Ou até mesmo saber qual a importância de
Duque Caxias para o exército brasileiro? E quem saberia me explicar qual o
significado das reuniões administrativas que partem de lugar algum para
alcançar o nada? Ou mesmo da ideia de se saber que há ETs por toda a parte,
vislumbre perene de lunáticos?
Acredito que Moisés escondeu o décimo primeiro
mandamento, que dizia o seguinte: “Prepararás a caipirinha perfeita: gelo,
limão, cachaça e açúcar, os quatros sagrados elementos em equilíbrio, para
glória maior de seu irmão-marido, que haverá de bebê-la”. Minha esposa é herdeira dos segredos judaicos
da cabala e sabe preparar a caipirinha perfeita.

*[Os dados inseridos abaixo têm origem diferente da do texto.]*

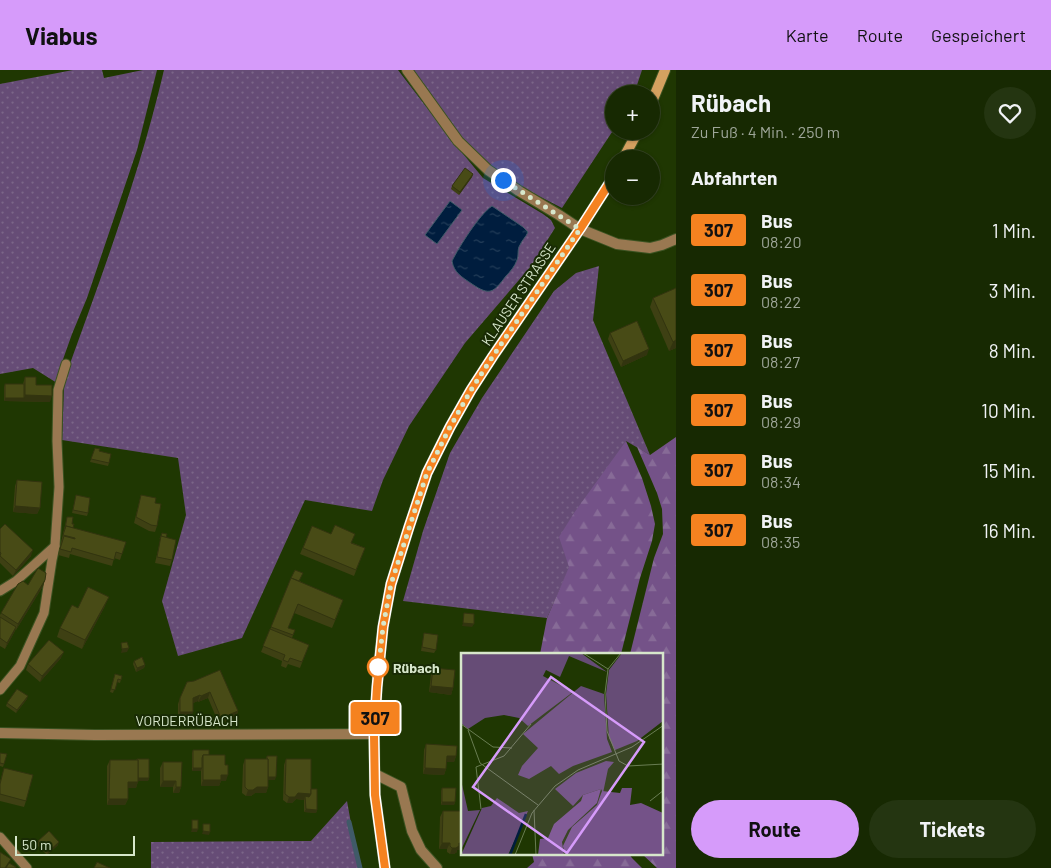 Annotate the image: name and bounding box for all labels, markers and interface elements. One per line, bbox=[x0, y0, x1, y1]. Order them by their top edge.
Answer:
text: Viabus bbox=[25, 21, 97, 50]
text: Karte bbox=[786, 24, 829, 46]
text: Route bbox=[857, 24, 903, 46]
text: Gespeichert bbox=[931, 24, 1026, 46]
map controls bbox=[605, 85, 660, 205]
button: + bbox=[605, 85, 660, 140]
button: heart bbox=[984, 87, 1036, 139]
text: Rübach bbox=[691, 88, 771, 117]
text: Zu Fuß · 4 Min. · 250 m bbox=[691, 122, 840, 141]
button: − bbox=[605, 150, 660, 205]
text: Abfahrten bbox=[691, 166, 777, 189]
your location bbox=[491, 168, 516, 193]
text: Bus bbox=[761, 209, 793, 232]
text: 307 bbox=[704, 219, 733, 241]
text: 1 Min. bbox=[992, 219, 1036, 242]
text: 08:20 bbox=[761, 232, 801, 251]
street label: KLAUSER STRASSE bbox=[477, 239, 559, 349]
text: Bus bbox=[761, 269, 793, 292]
text: 307 bbox=[704, 279, 733, 301]
text: 3 Min. bbox=[989, 279, 1036, 302]
text: 08:22 bbox=[761, 292, 801, 311]
text: Bus bbox=[761, 329, 793, 352]
text: 307 bbox=[704, 339, 733, 361]
text: 8 Min. bbox=[989, 339, 1036, 362]
text: 08:27 bbox=[761, 352, 800, 371]
text: Bus bbox=[761, 389, 793, 412]
text: 307 bbox=[704, 399, 733, 421]
text: 10 Min. bbox=[981, 399, 1036, 422]
text: 08:29 bbox=[761, 412, 801, 431]
text: Bus bbox=[761, 449, 793, 472]
text: 307 bbox=[704, 459, 733, 481]
text: 15 Min. bbox=[982, 459, 1036, 482]
text: 08:34 bbox=[761, 472, 801, 491]
text: Bus bbox=[761, 509, 793, 532]
text: 307 bbox=[704, 519, 733, 541]
text: 16 Min. bbox=[982, 519, 1036, 542]
text: 08:35 bbox=[761, 532, 800, 551]
inset map bbox=[461, 653, 664, 856]
marker: Rübach bbox=[367, 656, 389, 678]
place label: Rübach bbox=[393, 659, 440, 676]
line badge: 307 bbox=[346, 702, 404, 734]
text: 307 bbox=[361, 707, 389, 729]
street label: VORDERRÜBACH bbox=[136, 712, 238, 729]
button: Route bbox=[691, 800, 859, 858]
button: Tickets bbox=[869, 800, 1036, 858]
scale bar bbox=[15, 833, 135, 856]
text: 50 m bbox=[22, 836, 51, 853]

Acho que é esse tipo de tecnologia que devemos levar
conosco pras cidades flutuando no espaço, ao redor da Terra, como dizem os Kardecistas.
Aí sim, será um prazer habitá-las, e isso graças ao aumento das chances de se
beber uma caipirinha. Conhecimento levado da Terra para os homens santos do
espaço.
Entenderam agora a importância de se saber preparar
uma bela bebida? Isso pode mudar a qualidade de vida do além. Samba, suor e
caipirinha. Não quero adentrar na seara dos petiscos, mas uma caipira, à mercê
de um filé a palito, pode edificar o paraíso nas papilas degustativas e por
vários minutos. Um orgasmo para o paladar.
Se Jesus tivesse um pouco mais de tempo para preparar
a última ceia, teria servido caipirinha no lugar do vinho e com o pandeiro nas
mãos, entoaria o samba de Adoniram Barbosa, “...não posso ficar, mais nenhum um
minuto com você, sinto muito amor, mas não pode ser!”. Judas no cavaco, Maria Madalena
no reco-reco e Pedro no bumbo, dariam o toque de paixão de carnaval.
E antes do galo cantar, no momento da sétima
caipirinha, Jesus iria se levantar e dizer: “...um de vocês vai me trair!”. E antes
mesmo que terminasse a frase, Judas seguiria Maria Madalena até a cozinha, onde
os torresmos estariam prestes a mergulhar na gordura quente, e a couve
adormecida sobre a pia, em breve abençoada pela música de Chico Buarque a soar
no rádio, e a beijaria sem nenhum pudor. E tanto que seria o ardor que a abraçaria
como se fosse a última, como se a morte viesse com uma horda de romanos para levar
seu mestre e irmão ao flagelo da cruz.
Cristo morreu no sábado, na contramão, atrapalhando
o tráfego, sem erguer paredes sólidas de templo algum, sem forças para pedir ao
pai que afastasse dele esse ‘cale-se’, que normalmente os homens de negócios impõem
aos mortais goela a baixo, todo o dia.
A Judas só coube o exílio, e um eterno autoflagelo ao
cantar, todas as noites, nos botecos da vida, o samba canção: “..lábios que
beijei!”. E sofrer ‘ad infinitum’ por toda a vida, por ter beijado a mulher de
seu irmão, com a idea de que o amava tanto quanto Madalena, e isso o transformou
num homem louco, por consequência, num santo.
Violões, caipirinhas, Madalenas, beijos, Judas e
Buarques: o que há mais pra se fazer nessa vida?